A Catholic high school football coach who was fired in connection with a hazing incident has filed a wrongful termination lawsuit against the school and the Catholic Diocese of Sacramento. Chris Cerbone, the head football coach, and four other coaches were fired in January, and five football players were expelled after the hazing incident of a sexual nature came to light in December. The four coaches were reinstated in January when Mary Ellen Ryan, the principal of St. Patrick-St. Vincent High School, cleared them after the school investigated the hazing allegations.
Cerbone was not reinstated because Ryan determined he had ultimate responsibility for supervising the students at the time the inappropriate behavior took place. In the lawsuit, Cerbone claims freshmen players informed him on Dec. 19 of hazing and sexual misconduct by varsity players. Cerbone said the players told Coach Sean Morris about the sexually abusive hazing but Morris said it wasn’t his problem. Cerbone said he informed Child Protective Services and Chaplain Jeff Henry about the hazing allegations and wrote a letter to Ryan in which he advised her to contact police.
According to Cerbone, Ryan said contacting the police would not be necessary and she said she would discuss the allegations with Morris. After the winter school break, Cerbone said he was informed on Jan. 21 he and the four other coaches would be placed on administrative leave while Ryan and the Diocese conducted an investigation of the coaches, students and their families. Cerbone said he told Ryan and the Diocese’s assistant superintendent on Jan. 23 he had no prior knowledge about the incidents and believed police should be informed. Two days later Cerbone said, he was informed in a letter from Ryan that he was fired from the job he held since August and the four other coaches were reinstated.
“Whether or not you had direct knowledge of the hazing activities at the time they occurred, the fact that they could have been prevented by proper supervision makes this lapse unacceptable’ Ryan said in the letter, according to the complaint. “I reported the abuse because I wanted to stop it and to protect the kids from any further harm.
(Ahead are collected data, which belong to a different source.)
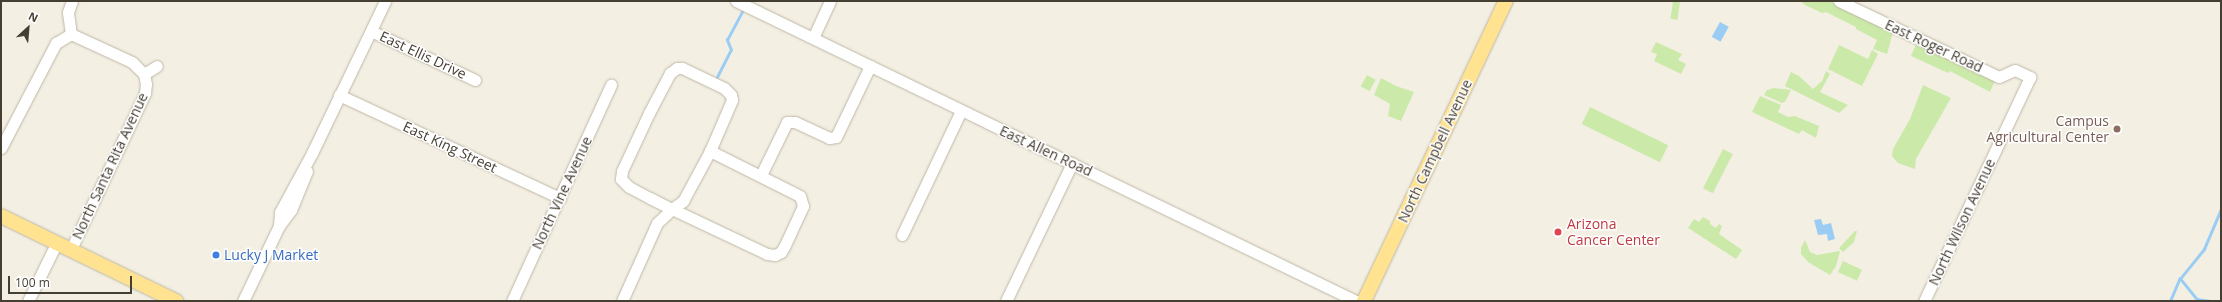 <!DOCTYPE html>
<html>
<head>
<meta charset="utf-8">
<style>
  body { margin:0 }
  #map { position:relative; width:2222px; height:302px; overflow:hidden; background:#f3efe3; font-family:"Open Sans",sans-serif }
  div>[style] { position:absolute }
  .green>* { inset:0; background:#cbeaa9; transform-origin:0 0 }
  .water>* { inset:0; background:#9bcdf4; transform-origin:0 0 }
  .stream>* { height:2.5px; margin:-1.25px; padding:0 1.25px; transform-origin:1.25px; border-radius:1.25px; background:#9bcdf4 }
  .roads { filter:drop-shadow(0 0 1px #bfb7a5) drop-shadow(0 0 1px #bfb7a5) }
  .minor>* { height:11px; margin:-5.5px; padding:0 5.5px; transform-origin:5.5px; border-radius:5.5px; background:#fff }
  .major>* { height:14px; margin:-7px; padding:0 7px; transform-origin:7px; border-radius:7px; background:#ffe390 }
  .dots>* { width:11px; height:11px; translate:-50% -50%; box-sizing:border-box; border:2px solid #fff; border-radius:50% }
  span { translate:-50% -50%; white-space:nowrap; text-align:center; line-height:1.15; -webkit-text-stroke:3px #fff; paint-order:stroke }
  .street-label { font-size:14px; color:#453e33 }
  .education-label { font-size:14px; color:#785e54 }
  .right { translate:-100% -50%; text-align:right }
  .health-label { font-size:14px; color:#be3a42 }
  .left { translate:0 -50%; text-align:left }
  .shop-label { font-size:14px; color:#366cbe }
  .frame { position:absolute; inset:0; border:2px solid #453e33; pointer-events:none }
  .north { position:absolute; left:8px; top:8px; width:40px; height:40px; -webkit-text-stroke:3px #fff; paint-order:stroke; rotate:26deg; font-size:11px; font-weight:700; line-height:16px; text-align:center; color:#453e33 }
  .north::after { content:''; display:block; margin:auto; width:14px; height:18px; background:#453e33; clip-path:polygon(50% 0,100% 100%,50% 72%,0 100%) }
  .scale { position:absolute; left:8px; top:276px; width:124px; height:18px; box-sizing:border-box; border:2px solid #453e33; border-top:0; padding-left:5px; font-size:12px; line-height:14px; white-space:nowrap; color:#453e33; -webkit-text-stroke:3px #fff; paint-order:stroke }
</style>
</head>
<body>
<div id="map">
  <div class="green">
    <i style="left:1673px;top:1px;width:7px;height:18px;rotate:8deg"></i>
    <i style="clip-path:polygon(1800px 1px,1829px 1px,1893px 32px,1887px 54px,1873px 49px,1877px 40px,1856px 29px,1856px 27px,1826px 12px,1822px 13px,1805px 5px)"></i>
    <i style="clip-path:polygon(1656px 42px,1682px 54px,1678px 60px,1686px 64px,1681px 74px,1654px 61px,1657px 54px,1651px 52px)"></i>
    <i style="clip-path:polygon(1917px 42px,1995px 81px,1990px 92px,1950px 71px,1948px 73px,1911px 56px)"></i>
    <i style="clip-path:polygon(1839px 45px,1868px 59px,1872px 50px,1878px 54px,1862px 86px,1828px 69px)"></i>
    <i style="clip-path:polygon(1826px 71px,1830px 74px,1820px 92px,1848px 105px,1839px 113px,1785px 86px,1791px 72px,1799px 76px,1813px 89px,1822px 81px)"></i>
    <i style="left:1367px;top:75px;width:10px;height:13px;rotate:29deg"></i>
    <i style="clip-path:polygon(1381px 78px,1396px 86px,1414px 92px,1401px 121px,1388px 116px,1390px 104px,1374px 95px)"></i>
    <i style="clip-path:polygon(1923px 85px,1951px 98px,1916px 159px,1915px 169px,1898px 163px,1892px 156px,1893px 149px,1910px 119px)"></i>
    <i style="clip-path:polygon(1774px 88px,1791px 90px,1785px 102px,1782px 103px,1764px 95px,1767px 90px)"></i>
    <i style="clip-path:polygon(1760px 96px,1781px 105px,1778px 112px,1788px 117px,1795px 116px,1819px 126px,1816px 138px,1802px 130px,1799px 134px,1752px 112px)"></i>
    <i style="left:1590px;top:107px;width:87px;height:19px;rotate:26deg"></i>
    <i style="left:1723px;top:149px;width:11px;height:44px;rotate:27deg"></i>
    <i style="clip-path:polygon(1703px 217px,1710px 221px,1710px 224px,1716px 228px,1719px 224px,1722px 226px,1719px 234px,1742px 250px,1736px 259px,1688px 228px,1694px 219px,1699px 222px)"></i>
    <i style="clip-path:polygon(1855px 231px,1857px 231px,1854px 242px,1843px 252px,1839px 248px)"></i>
    <i style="clip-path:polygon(1805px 240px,1810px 252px,1817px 255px,1840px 251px,1836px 266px,1830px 275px,1808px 262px,1801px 254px,1801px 248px)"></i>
    <i style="left:1843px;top:261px;width:21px;height:12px;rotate:25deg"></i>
  </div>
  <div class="water">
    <i style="left:1720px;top:22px;width:10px;height:17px;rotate:29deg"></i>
    <i style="clip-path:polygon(1821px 219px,1823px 225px,1831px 223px,1835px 239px,1828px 241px,1827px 234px,1818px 235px,1814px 220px)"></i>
  </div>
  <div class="stream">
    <i style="left:717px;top:77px;width:30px;rotate:-63deg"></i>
    <i style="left:731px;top:50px;width:11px;rotate:-112deg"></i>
    <i style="left:727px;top:40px;width:36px;rotate:-62deg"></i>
    <i style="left:2180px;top:278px;width:27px;rotate:51deg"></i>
    <i style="left:2197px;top:299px;width:15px;rotate:8deg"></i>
    <i style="left:2170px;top:301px;width:23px;rotate:-67deg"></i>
    <i style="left:2179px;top:280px;width:40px;rotate:-51deg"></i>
    <i style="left:2204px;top:249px;width:43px;rotate:-67deg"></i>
  </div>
  <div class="roads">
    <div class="minor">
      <i style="left:736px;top:1px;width:689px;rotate:25.82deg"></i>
      <i style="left:1839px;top:1px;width:177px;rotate:25.4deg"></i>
      <i style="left:1999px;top:77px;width:17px;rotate:-24deg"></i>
      <i style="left:2015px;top:70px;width:17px;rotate:25deg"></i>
      <i style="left:2030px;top:77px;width:248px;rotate:115.3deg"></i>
      <i style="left:371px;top:31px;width:115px;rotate:25.2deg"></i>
      <i style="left:71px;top:34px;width:67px;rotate:24.7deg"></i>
      <i style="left:132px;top:62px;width:17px;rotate:45deg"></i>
      <i style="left:813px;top:38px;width:41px;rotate:-65.3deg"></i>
      <i style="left:339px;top:95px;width:244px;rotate:25deg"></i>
      <i style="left:1px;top:148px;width:119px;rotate:-62.4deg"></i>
      <i style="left:56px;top:43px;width:17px;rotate:-31deg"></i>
      <i style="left:71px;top:34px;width:22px;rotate:-98deg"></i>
      <i style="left:68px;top:12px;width:12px;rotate:-70deg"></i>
      <i style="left:761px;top:175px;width:59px;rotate:-63.9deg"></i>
      <i style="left:787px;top:122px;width:8px"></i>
      <i style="left:795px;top:122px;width:38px;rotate:25deg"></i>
      <i style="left:829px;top:138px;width:7px;rotate:-8deg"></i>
      <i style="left:836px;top:137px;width:79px;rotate:-64.4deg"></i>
      <i style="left:279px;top:226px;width:14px;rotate:-86deg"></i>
      <i style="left:280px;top:212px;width:67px;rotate:-61.5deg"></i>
      <i style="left:312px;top:153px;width:169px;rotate:-64.3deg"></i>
      <i style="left:902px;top:235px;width:137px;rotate:-64.6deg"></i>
      <i style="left:71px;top:249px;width:173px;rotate:-64.6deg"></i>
      <i style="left:145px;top:93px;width:9px;rotate:-84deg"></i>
      <i style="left:146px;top:84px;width:10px;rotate:-101deg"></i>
      <i style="left:144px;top:74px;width:15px;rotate:-32deg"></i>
      <i style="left:28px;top:301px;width:66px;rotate:-63.8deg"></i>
      <i style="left:243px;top:301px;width:83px;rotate:-64.4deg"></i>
      <i style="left:279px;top:226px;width:20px;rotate:-53deg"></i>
      <i style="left:291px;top:210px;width:42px;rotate:-67.7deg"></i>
      <i style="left:512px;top:301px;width:238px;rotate:-65.4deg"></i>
      <i style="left:622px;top:301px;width:85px;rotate:-65.8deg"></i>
      <i style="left:657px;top:223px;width:21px;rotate:-43deg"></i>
      <i style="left:672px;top:209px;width:14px;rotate:-36deg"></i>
      <i style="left:683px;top:201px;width:57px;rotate:-61.6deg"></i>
      <i style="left:710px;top:151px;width:56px;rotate:-66.7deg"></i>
      <i style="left:732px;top:100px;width:5px;rotate:-101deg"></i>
      <i style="left:731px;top:95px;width:10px;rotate:-135deg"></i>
      <i style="left:724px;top:88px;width:47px;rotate:-154.5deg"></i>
      <i style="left:682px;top:68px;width:5px;rotate:180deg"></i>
      <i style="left:677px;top:68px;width:9px;rotate:144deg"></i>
      <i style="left:670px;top:73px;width:45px;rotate:117.7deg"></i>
      <i style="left:649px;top:113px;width:64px;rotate:115deg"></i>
      <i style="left:622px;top:171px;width:8px;rotate:97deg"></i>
      <i style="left:621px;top:179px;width:11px;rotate:45deg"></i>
      <i style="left:629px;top:187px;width:24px;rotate:28deg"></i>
      <i style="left:650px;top:198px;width:25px;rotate:27deg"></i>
      <i style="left:672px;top:209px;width:105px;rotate:25.3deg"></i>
      <i style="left:767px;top:254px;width:8px;rotate:7deg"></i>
      <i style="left:775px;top:255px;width:7px;rotate:-27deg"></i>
      <i style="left:781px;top:252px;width:8px;rotate:-60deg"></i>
      <i style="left:785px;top:245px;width:43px;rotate:-65.2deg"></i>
      <i style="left:803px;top:206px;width:10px;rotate:-107deg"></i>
      <i style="left:800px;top:196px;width:101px;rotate:-153.4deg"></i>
      <i style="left:1006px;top:301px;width:153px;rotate:-64.4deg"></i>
    </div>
    <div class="major">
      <i style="left:1px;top:216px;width:195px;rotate:25.9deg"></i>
      <i style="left:1364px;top:301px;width:332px;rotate:-64.7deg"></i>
    </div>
  </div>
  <div class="dots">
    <i style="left:2117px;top:129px;background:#8d6e63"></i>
    <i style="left:1558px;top:232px;background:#e0444e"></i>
    <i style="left:216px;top:255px;background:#3f7fe0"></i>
  </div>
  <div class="street-label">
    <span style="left:1934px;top:46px;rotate:25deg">East Roger Road</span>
    <span style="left:423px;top:55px;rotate:25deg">East Ellis Drive</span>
    <span style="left:450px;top:147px;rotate:25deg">East King Street</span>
    <span style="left:1046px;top:151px;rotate:25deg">East Allen Road</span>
    <span style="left:1435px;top:151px;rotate:-65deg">North Campbell Avenue</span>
    <span style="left:110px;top:166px;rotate:-65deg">North Santa Rita Avenue</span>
    <span style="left:562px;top:193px;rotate:-65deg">North Vine Avenue</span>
    <span style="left:1962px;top:222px;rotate:-65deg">North Wilson Avenue</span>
  </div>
  <div class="education-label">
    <span class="right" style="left:2109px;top:129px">Campus<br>Agricultural Center</span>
  </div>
  <div class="health-label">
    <span class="left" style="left:1567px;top:232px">Arizona<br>Cancer Center</span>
  </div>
  <div class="shop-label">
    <span class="left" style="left:224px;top:255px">Lucky J Market</span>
  </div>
  <div class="frame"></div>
  <div class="north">N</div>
  <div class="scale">100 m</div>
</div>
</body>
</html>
It was a complete shock to be fired for doing the right thing,” Cerbone said today in a news release about the lawsuit. “This is a classic case of whistleblower retaliation,” one of Cerbone’s attorneys, David Lowe said.
“The Diocese should be ashamed of its role in firing a teacher for reporting sexual abuse,” Lowe said. The suit alleges Cerbone suffered defamation, wrongful termination and retaliation, and it seeks lost wages, emotional distress damages, punitive damages and attorneys’ fees and costs. Kevin Eckery, spokesman for the Sacramento Diocese, said the Diocese “stands by its actions, but if served with the complaint, will review it and respond accordingly.”